Thursday, December 17, 2009
Could Texas be considered in Super Big Ten?
By David Ubben
News has seeped out that college athletics' 800-pound gorilla could want more than merely one bunch of bananas.
The Chicago Tribune is reporting that the Big Ten is considering contingency plans that could add up to five schools with eventual plans to expand to 14 or 16 schools.
If that was to come, there would be no doubt that some of the Big 12's schools would likely be targets -- and top ones at that.
Early speculation has the Big Ten looking east at Rutgers, Pittsburgh and Syracuse as its primary targets. Those schools match the academic and athletic profile the Big Ten would like to have to match its current 11 members.
I still think that Jim Delany's first call about expansion would go to Notre Dame athletic director Jack Swarbrick to gauge his school's interest in joining the Big 12. I think the Big Ten will be thoroughly convinced that Notre Dame is not interested before it stops pursuing the Irish.
But Missouri, Iowa State and Nebraska also have been mentioned as potential candidates.
And another huge target in the Big 12 has been speculated about. Some have theorized that Texas perhaps might be the school that best fits the Big Ten's profile for an additional team.
I still think it's extremely far-fetched to think that Texas would join the Big Ten. Travel costs alone would be staggering, but Texas generates more money with its athletic department than any other college.
And while Longhorn fans might salivate about regular conference games against schools like Michigan, Ohio State, Penn State and Iowa it would be hard for me to see happen for one main reason.
The Longhorns' current deal with the Big 12 gives them a favorable cut of half of the television money from the conference's basketball and football television packages. Because schools like Texas and Oklahoma appear more often, they receive more money than schools like Iowa State and Kansas State.
In the Big Ten, a model of revenue sharing has been in place for many years. Smaller schools like Northwestern share as much of the television money for the Big Ten's packages as prime producers like Ohio State and Penn State.

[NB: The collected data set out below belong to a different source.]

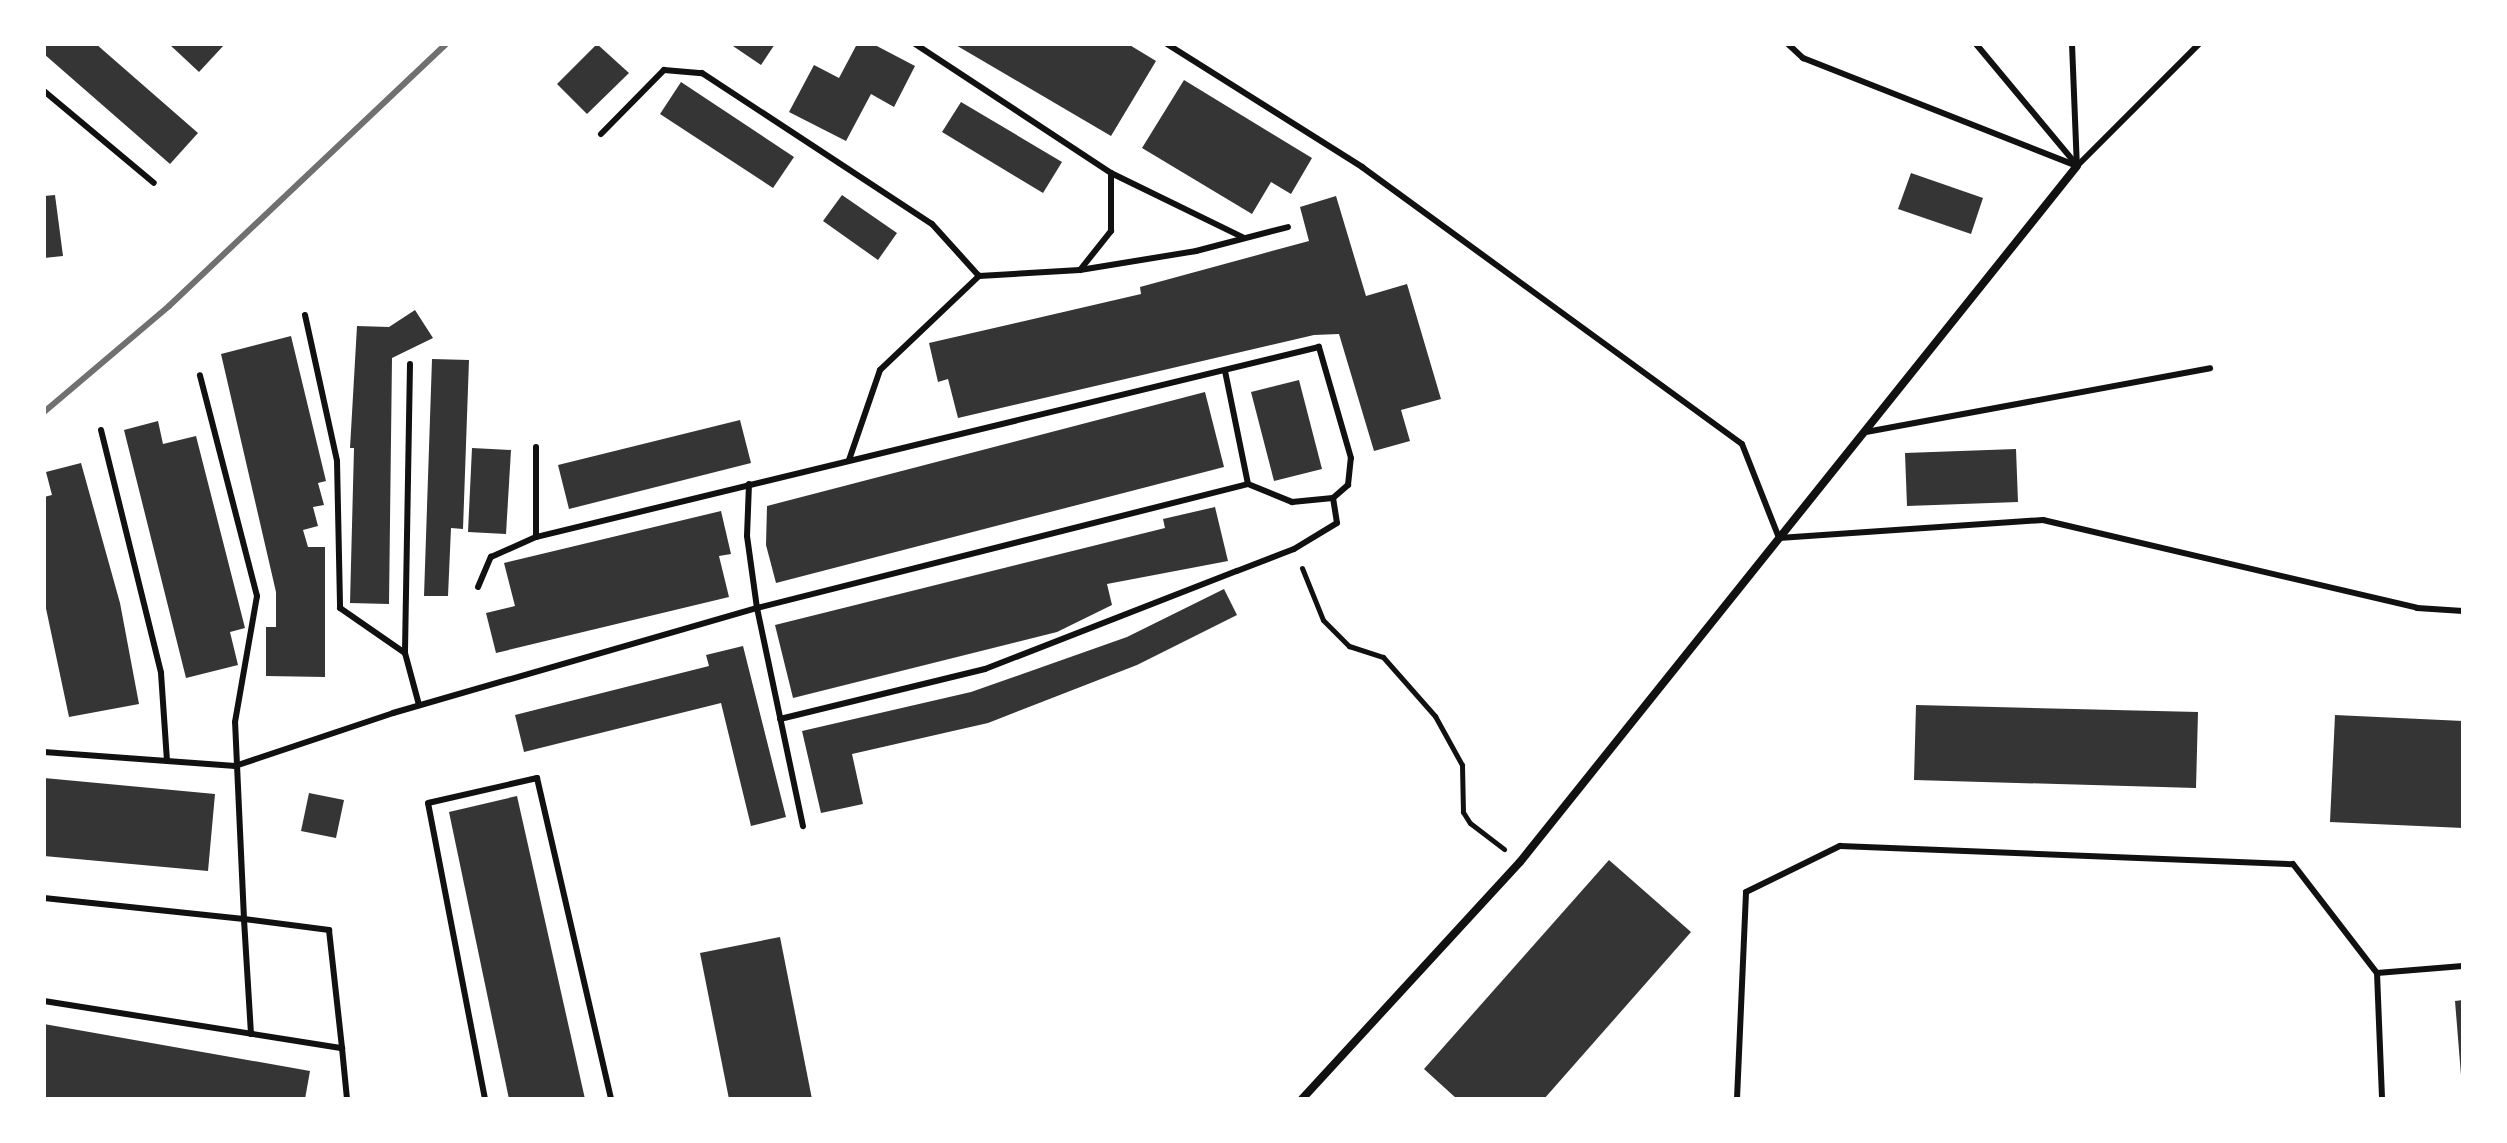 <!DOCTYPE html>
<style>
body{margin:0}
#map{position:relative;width:2507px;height:1143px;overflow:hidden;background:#fff;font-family:Overpass,sans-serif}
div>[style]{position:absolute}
.building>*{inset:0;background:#353535}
.path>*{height:5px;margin:-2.5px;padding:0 2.5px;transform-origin:2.5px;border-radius:2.5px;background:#111}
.service>*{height:6px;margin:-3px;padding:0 3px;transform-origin:3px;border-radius:3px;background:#111}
.minor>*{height:8px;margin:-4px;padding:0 4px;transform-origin:4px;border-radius:4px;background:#111}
.rail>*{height:6px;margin:-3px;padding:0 3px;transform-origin:3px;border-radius:3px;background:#707070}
span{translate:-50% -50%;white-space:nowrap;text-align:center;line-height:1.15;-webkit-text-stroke:8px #fff;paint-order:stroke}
.frame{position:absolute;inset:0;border:46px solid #fff;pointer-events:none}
</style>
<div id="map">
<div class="building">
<i style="clip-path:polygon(44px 44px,96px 44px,198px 133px,170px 164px,44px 54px)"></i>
<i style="clip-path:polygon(169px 44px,225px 44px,199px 72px)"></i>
<i style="clip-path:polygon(597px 44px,629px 73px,587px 114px,557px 84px)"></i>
<i style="clip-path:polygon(730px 44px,775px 44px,761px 65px)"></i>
<i style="clip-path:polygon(857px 44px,873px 44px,915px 66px,894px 107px,871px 94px,846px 141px,789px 112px,814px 65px,839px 78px)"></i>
<i style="clip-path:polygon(954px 44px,1128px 44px,1156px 61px,1111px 136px)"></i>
<i style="clip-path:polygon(1184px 80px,1312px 158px,1291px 194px,1271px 182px,1252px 214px,1142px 148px)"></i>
<i style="clip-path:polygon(681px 82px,794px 157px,773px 188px,660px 114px)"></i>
<i style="clip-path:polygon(961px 102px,1062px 162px,1043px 193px,942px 132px)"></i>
<i style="clip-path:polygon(1911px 173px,1983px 198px,1971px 234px,1898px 209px)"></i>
<i style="clip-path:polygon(55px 195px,63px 256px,44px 258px,44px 196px)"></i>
<i style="clip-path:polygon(842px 195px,897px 233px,878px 260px,823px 221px)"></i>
<i style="clip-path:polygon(1336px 196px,1366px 296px,1407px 284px,1441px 399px,1401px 410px,1410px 441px,1374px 451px,1339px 334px,1314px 335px,958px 418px,948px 379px,938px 382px,929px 343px,1141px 294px,1140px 287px,1309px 241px,1300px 207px)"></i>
<i style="clip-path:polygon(415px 310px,433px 338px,392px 358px,389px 604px,350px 603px,354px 448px,350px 448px,357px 326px,389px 327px)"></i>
<i style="clip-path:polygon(291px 336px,326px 481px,318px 483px,324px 505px,313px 507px,318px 526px,303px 530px,308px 547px,325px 547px,325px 677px,266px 676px,266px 627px,276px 627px,276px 592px,221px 354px)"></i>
<i style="clip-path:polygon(432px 359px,469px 360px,463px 529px,451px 528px,448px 596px,424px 596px)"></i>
<i style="clip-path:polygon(1299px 380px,1322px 469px,1274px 481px,1251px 392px)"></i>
<i style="clip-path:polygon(1205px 392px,1224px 467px,776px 583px,766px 545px,767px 506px)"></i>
<i style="clip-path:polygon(740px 420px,751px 463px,569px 509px,558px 465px)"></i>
<i style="clip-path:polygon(158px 421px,163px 444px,196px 436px,245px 628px,230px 632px,238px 665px,186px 678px,124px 430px)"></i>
<i style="clip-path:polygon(472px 448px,511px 450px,506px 534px,468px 532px)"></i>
<i style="clip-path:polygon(2016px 449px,2018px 502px,1907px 506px,1905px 453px)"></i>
<i style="clip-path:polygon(81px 463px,120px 603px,139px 704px,69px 717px,44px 599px,44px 497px,52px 495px,46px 472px)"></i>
<i style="clip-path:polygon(1215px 507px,1228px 561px,1107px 584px,1112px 605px,1057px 632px,793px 698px,775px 625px,1165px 528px,1163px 519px)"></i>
<i style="clip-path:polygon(721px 511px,731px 554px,719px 556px,729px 597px,496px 653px,486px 613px,515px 606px,504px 563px)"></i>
<i style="clip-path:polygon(1224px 589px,1237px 615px,1137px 665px,988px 723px,852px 754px,863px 804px,821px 813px,802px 731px,971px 692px,1127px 637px)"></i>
<i style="clip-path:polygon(743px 646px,786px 817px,751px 826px,721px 703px,524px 752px,515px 715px,709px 666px,706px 655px)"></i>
<i style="clip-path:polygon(1916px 705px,2198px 712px,2196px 788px,1914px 780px)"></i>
<i style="clip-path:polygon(2335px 715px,2463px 721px,2463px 828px,2330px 822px)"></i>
<i style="clip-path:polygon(44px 778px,215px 794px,208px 871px,44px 856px)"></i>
<i style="clip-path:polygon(309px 793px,344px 800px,336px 838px,301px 831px)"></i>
<i style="clip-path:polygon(517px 796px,585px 1099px,509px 1099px,449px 812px)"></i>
<i style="clip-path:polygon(1609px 860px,1691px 932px,1544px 1099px,1457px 1099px,1424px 1069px)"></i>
<i style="clip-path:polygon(780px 937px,812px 1099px,729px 1099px,700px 953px)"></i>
<i style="clip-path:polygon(2463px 1000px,2463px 1074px,2461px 1075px,2455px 1001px)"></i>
<i style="clip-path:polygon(44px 1024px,310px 1071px,305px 1099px,44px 1099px)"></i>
</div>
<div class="path">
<i style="left:1302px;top:568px;width:56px;rotate:68deg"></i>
<i style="left:1323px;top:620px;width:37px;rotate:45deg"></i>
<i style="left:1349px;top:646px;width:36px;rotate:18deg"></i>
<i style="left:1383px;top:657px;width:79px;rotate:48.6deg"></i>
<i style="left:1435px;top:716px;width:56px;rotate:61.1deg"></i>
<i style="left:1462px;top:765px;width:47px;rotate:88.8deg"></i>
<i style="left:1463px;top:812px;width:13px;rotate:58deg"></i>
<i style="left:1470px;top:823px;width:43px;rotate:37.4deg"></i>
</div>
<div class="service">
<i style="left:1167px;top:44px;width:231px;rotate:32.2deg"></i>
<i style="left:1362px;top:167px;width:470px;rotate:36.1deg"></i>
<i style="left:1742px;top:444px;width:101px;rotate:68.5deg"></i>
<i style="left:1779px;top:538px;width:265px;rotate:-3.9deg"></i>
<i style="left:2043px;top:520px;width:384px;rotate:13.2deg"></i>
<i style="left:2417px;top:608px;width:46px;rotate:3.7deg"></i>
<i style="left:1788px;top:44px;width:21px;rotate:43deg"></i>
<i style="left:1803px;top:58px;width:295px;rotate:21.5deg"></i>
<i style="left:1976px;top:44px;width:155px;rotate:50.2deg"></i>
<i style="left:2072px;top:44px;width:122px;rotate:87.7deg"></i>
<i style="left:44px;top:91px;width:143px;rotate:39.9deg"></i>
<i style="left:601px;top:134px;width:90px;rotate:-45.5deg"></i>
<i style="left:664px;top:70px;width:38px;rotate:5deg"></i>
<i style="left:702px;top:73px;width:275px;rotate:33.3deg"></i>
<i style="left:932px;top:224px;width:70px;rotate:47.9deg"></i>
<i style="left:2077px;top:166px;width:173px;rotate:-45deg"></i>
<i style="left:1111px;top:173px;width:148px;rotate:26deg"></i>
<i style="left:1080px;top:270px;width:118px;rotate:-9.3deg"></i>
<i style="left:1196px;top:251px;width:95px;rotate:-14.6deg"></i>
<i style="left:305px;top:315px;width:149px;rotate:77.6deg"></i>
<i style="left:337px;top:461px;width:147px;rotate:88.8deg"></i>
<i style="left:340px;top:608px;width:79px;rotate:34.7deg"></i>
<i style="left:410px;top:364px;width:289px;rotate:91deg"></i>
<i style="left:405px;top:653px;width:54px;rotate:74.9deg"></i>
<i style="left:1225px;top:371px;width:115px;rotate:78.5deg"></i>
<i style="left:101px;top:430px;width:250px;rotate:76.1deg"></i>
<i style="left:161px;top:673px;width:88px;rotate:86.1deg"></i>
<i style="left:1866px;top:432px;width:350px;rotate:-10.5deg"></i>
<i style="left:849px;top:460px;width:95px;rotate:-71deg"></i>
<i style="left:880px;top:370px;width:137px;rotate:-43.5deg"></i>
<i style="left:979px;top:276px;width:101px;rotate:-3.4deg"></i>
<i style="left:1080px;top:270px;width:50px;rotate:-51.5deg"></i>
<i style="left:1111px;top:231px;width:58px;rotate:-90deg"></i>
<i style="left:1111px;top:173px;width:235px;rotate:-146.6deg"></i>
<i style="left:749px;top:484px;width:52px;rotate:92.2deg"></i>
<i style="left:747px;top:536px;width:73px;rotate:82.1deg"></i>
<i style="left:757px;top:608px;width:223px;rotate:78.1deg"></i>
<i style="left:478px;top:587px;width:33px;rotate:-67deg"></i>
<i style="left:491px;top:557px;width:49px;rotate:-24deg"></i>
<i style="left:780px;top:719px;width:211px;rotate:-13.7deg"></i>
<i style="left:985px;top:669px;width:270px;rotate:-21.3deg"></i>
<i style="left:1237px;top:571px;width:61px;rotate:-21.1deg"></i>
<i style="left:1294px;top:549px;width:50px;rotate:-31.2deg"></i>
<i style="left:1337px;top:523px;width:25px;rotate:-99deg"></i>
<i style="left:44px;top:752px;width:192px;rotate:4.2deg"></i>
<i style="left:235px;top:766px;width:167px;rotate:-18.5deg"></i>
<i style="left:393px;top:713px;width:379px;rotate:-16.1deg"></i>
<i style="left:757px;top:608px;width:506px;rotate:-14.17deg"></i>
<i style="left:1248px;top:484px;width:48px;rotate:22.2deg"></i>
<i style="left:1292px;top:502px;width:41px;rotate:-5.6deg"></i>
<i style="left:1333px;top:498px;width:20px;rotate:-41deg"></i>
<i style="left:1348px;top:485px;width:27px;rotate:-84deg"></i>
<i style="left:1351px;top:458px;width:116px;rotate:-106.1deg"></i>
<i style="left:1319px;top:347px;width:806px;rotate:166.36deg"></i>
<i style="left:536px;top:537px;width:90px;rotate:-90deg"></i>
<i style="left:44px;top:898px;width:201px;rotate:6deg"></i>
<i style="left:244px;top:919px;width:197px;rotate:-92.6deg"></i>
<i style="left:235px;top:722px;width:128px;rotate:-80.1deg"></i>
<i style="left:257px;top:596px;width:228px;rotate:-104.5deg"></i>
<i style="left:2377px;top:973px;width:86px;rotate:-4.7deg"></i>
<i style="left:44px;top:1001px;width:302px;rotate:9deg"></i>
<i style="left:342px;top:1048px;width:51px;rotate:84.4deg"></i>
<i style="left:251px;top:1034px;width:115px;rotate:-93.5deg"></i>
<i style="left:244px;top:919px;width:86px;rotate:7.4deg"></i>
<i style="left:329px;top:930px;width:119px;rotate:83.7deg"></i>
<i style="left:485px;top:1099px;width:301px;rotate:-100.9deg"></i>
<i style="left:428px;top:803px;width:112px;rotate:-12.9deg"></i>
<i style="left:537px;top:778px;width:329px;rotate:77deg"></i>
<i style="left:1737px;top:1099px;width:207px;rotate:-87.5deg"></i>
<i style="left:1746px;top:892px;width:105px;rotate:-26.1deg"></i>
<i style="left:1840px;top:846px;width:453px;rotate:2.3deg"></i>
<i style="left:2293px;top:864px;width:138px;rotate:52.4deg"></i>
<i style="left:2377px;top:973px;width:126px;rotate:87.7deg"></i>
</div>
<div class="minor">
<i style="left:1302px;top:1099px;width:322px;rotate:-47.4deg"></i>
<i style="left:1520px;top:862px;width:891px;rotate:-51.33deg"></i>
</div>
<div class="rail">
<i style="left:44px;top:412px;width:164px;rotate:-40.3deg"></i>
<i style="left:169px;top:306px;width:381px;rotate:-43.4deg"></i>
</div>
<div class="frame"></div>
</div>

It would be hard for me to ever see Texas giving up that advantage. In a sense, they have it too good where they are at now to give that up for more money in the Big Ten.
We also remember how the Texas Legislature played a big part in the formative stages of the Big 12. It would be hard for Texas to be able to escape the conference from which it helped create less than two decades ago, considering all of the politicians who are graduates of other schools who can throw roadblocks along the way.
Expansion of a massive national athletic power like Texas, North Carolina or Florida might sound far-fetched for geographic reasons. But be assured that Delany is thinking about some out-of-the-box scenarios that would result in his conference taking a national foothold in college sports and helping immediately improve the distribution of the fledgling Big Ten Network. I'm sure his expansion plans go well past Rutgers, Missouri or Notre Dame.
Huge growing markets in Texas and Florida would be the best places to try to get the Big Ten's fledgling network established.
It's fun to think about such scenarios. I know I've been bombarded by comments and e-mails in the last several days.
I don't think we'll see the Big 12 raided by the Big Ten in their expansion plans.
But I do expect that Big 12 commissioner Dan Beebe is working on getting a contingency plan ready.